Exercise directions ->
From the first line to the last, transcribe the data exactly and skip the pictures.

(Stored dataset items)
◆ ◆ ◆ ◆ ◆ ◆ ◆
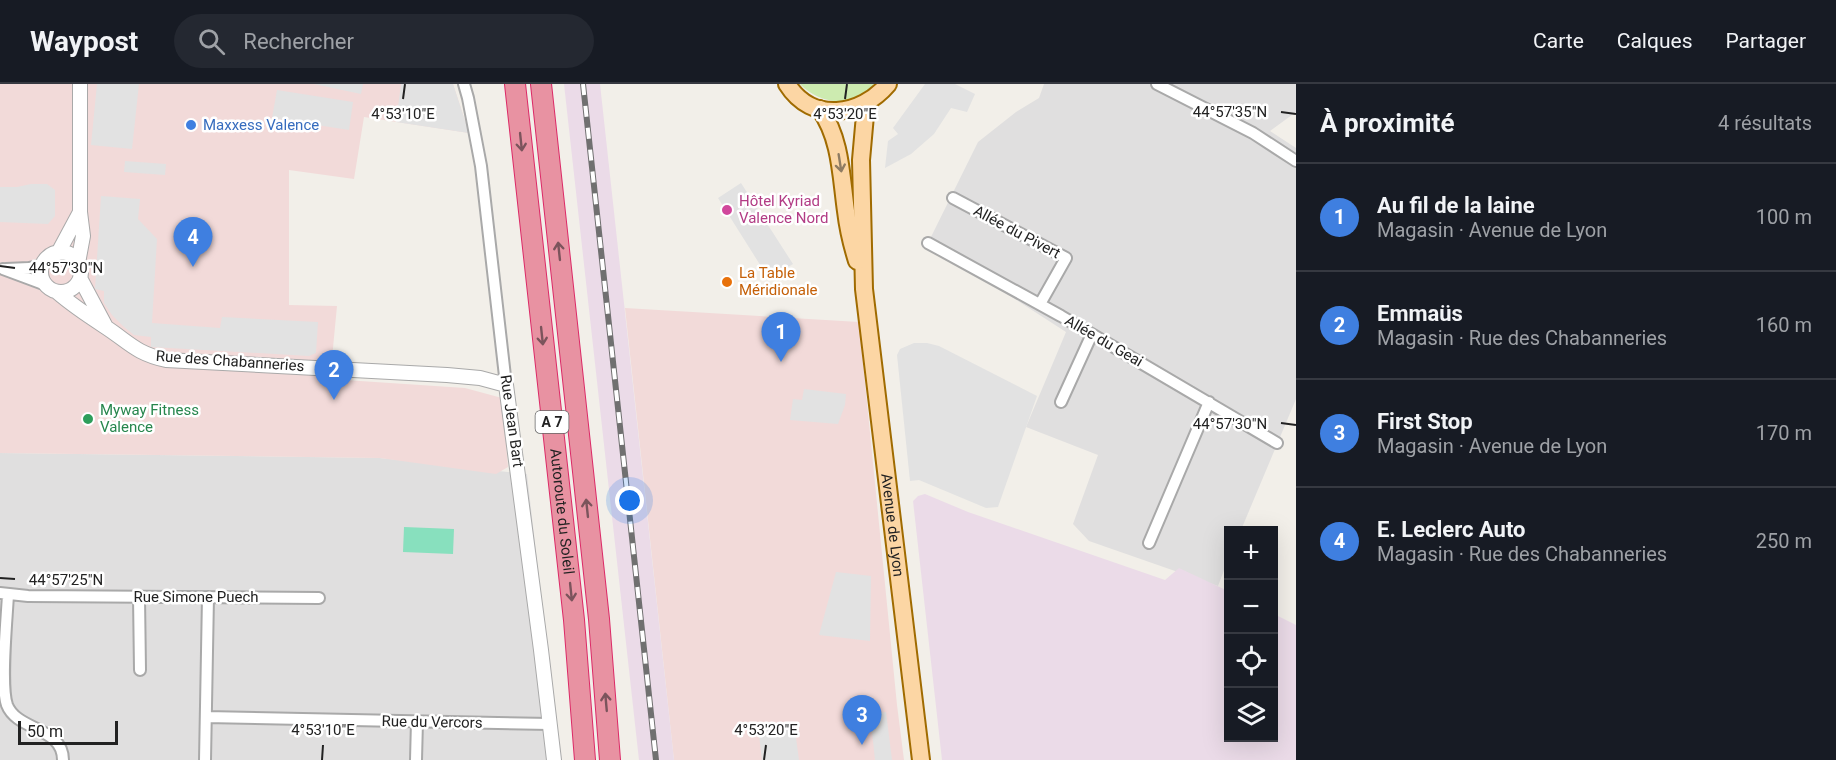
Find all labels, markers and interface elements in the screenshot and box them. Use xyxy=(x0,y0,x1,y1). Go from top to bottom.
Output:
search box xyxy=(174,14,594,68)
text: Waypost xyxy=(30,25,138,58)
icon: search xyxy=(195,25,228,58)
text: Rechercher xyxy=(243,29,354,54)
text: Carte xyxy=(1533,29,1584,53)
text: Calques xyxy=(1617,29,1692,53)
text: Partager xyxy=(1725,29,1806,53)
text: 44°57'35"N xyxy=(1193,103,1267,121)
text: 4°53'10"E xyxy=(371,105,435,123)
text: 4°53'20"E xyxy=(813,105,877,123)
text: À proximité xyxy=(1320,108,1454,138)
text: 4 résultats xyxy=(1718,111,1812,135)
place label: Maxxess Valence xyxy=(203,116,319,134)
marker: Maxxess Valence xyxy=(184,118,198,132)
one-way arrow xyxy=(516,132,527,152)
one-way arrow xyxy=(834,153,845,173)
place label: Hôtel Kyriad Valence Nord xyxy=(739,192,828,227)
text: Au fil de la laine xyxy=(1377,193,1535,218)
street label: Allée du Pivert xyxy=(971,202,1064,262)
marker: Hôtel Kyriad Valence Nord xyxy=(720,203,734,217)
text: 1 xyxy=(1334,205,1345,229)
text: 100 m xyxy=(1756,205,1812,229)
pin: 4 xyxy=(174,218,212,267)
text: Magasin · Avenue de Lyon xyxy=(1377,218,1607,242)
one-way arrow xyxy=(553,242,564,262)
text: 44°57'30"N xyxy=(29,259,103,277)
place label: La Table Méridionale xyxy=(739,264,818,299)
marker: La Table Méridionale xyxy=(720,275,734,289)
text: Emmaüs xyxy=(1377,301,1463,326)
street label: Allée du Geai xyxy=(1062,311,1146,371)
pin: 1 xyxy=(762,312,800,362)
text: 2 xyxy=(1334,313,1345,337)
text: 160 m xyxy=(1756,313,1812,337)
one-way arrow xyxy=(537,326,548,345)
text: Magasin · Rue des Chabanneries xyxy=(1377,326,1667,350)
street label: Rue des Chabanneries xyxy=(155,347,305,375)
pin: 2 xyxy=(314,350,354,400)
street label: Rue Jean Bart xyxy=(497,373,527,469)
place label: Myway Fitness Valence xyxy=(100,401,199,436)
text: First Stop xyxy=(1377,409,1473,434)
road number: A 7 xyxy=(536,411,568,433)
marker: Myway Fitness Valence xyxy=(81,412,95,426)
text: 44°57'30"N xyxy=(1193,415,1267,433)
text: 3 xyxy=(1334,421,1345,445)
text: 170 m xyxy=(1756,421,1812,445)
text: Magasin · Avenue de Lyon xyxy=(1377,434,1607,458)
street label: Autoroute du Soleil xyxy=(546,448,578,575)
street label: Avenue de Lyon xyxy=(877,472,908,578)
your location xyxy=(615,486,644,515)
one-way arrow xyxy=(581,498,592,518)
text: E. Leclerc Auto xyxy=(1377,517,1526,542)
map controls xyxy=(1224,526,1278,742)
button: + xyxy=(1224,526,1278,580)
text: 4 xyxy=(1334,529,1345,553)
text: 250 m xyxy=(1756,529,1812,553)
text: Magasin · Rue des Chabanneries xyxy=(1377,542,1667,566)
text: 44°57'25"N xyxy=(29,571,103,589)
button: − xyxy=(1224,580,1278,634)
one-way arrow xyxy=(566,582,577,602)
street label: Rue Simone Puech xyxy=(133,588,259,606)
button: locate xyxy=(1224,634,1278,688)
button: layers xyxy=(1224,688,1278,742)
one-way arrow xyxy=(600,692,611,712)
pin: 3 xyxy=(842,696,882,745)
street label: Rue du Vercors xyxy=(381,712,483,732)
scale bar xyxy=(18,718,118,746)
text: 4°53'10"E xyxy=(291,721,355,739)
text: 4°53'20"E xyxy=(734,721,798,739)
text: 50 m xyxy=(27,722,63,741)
◆ ◆ ◆ ◆ ◆ ◆ ◆
Exercise result ->
Find all labels, markers and interface elements in the screenshot and box them. Use xyxy=(x0,y0,x1,y1). Go from top to bottom.
Output:
search box xyxy=(174,14,594,68)
text: Waypost xyxy=(30,25,138,58)
icon: search xyxy=(195,25,228,58)
text: Rechercher xyxy=(243,29,354,54)
text: Carte xyxy=(1533,29,1584,53)
text: Calques xyxy=(1617,29,1692,53)
text: Partager xyxy=(1725,29,1806,53)
text: 44°57'35"N xyxy=(1193,103,1267,121)
text: 4°53'10"E xyxy=(371,105,435,123)
text: 4°53'20"E xyxy=(813,105,877,123)
text: À proximité xyxy=(1320,108,1454,138)
text: 4 résultats xyxy=(1718,111,1812,135)
place label: Maxxess Valence xyxy=(203,116,319,134)
marker: Maxxess Valence xyxy=(184,118,198,132)
one-way arrow xyxy=(516,132,527,152)
one-way arrow xyxy=(834,153,845,173)
place label: Hôtel Kyriad Valence Nord xyxy=(739,192,828,227)
text: Au fil de la laine xyxy=(1377,193,1535,218)
street label: Allée du Pivert xyxy=(971,202,1064,262)
marker: Hôtel Kyriad Valence Nord xyxy=(720,203,734,217)
text: 1 xyxy=(1334,205,1345,229)
text: 100 m xyxy=(1756,205,1812,229)
pin: 4 xyxy=(174,218,212,267)
text: Magasin · Avenue de Lyon xyxy=(1377,218,1607,242)
one-way arrow xyxy=(553,242,564,262)
text: 44°57'30"N xyxy=(29,259,103,277)
place label: La Table Méridionale xyxy=(739,264,818,299)
marker: La Table Méridionale xyxy=(720,275,734,289)
text: Emmaüs xyxy=(1377,301,1463,326)
street label: Allée du Geai xyxy=(1062,311,1146,371)
pin: 1 xyxy=(762,312,800,362)
text: 2 xyxy=(1334,313,1345,337)
text: 160 m xyxy=(1756,313,1812,337)
one-way arrow xyxy=(537,326,548,345)
text: Magasin · Rue des Chabanneries xyxy=(1377,326,1667,350)
street label: Rue des Chabanneries xyxy=(155,347,305,375)
pin: 2 xyxy=(314,350,354,400)
street label: Rue Jean Bart xyxy=(497,373,527,469)
place label: Myway Fitness Valence xyxy=(100,401,199,436)
text: First Stop xyxy=(1377,409,1473,434)
road number: A 7 xyxy=(536,411,568,433)
marker: Myway Fitness Valence xyxy=(81,412,95,426)
text: 44°57'30"N xyxy=(1193,415,1267,433)
text: 3 xyxy=(1334,421,1345,445)
text: 170 m xyxy=(1756,421,1812,445)
text: Magasin · Avenue de Lyon xyxy=(1377,434,1607,458)
street label: Autoroute du Soleil xyxy=(546,448,578,575)
street label: Avenue de Lyon xyxy=(877,472,908,578)
your location xyxy=(615,486,644,515)
one-way arrow xyxy=(581,498,592,518)
text: E. Leclerc Auto xyxy=(1377,517,1526,542)
map controls xyxy=(1224,526,1278,742)
button: + xyxy=(1224,526,1278,580)
text: 4 xyxy=(1334,529,1345,553)
text: 250 m xyxy=(1756,529,1812,553)
text: Magasin · Rue des Chabanneries xyxy=(1377,542,1667,566)
text: 44°57'25"N xyxy=(29,571,103,589)
button: − xyxy=(1224,580,1278,634)
one-way arrow xyxy=(566,582,577,602)
street label: Rue Simone Puech xyxy=(133,588,259,606)
button: locate xyxy=(1224,634,1278,688)
button: layers xyxy=(1224,688,1278,742)
one-way arrow xyxy=(600,692,611,712)
pin: 3 xyxy=(842,696,882,745)
street label: Rue du Vercors xyxy=(381,712,483,732)
scale bar xyxy=(18,718,118,746)
text: 4°53'10"E xyxy=(291,721,355,739)
text: 4°53'20"E xyxy=(734,721,798,739)
text: 50 m xyxy=(27,722,63,741)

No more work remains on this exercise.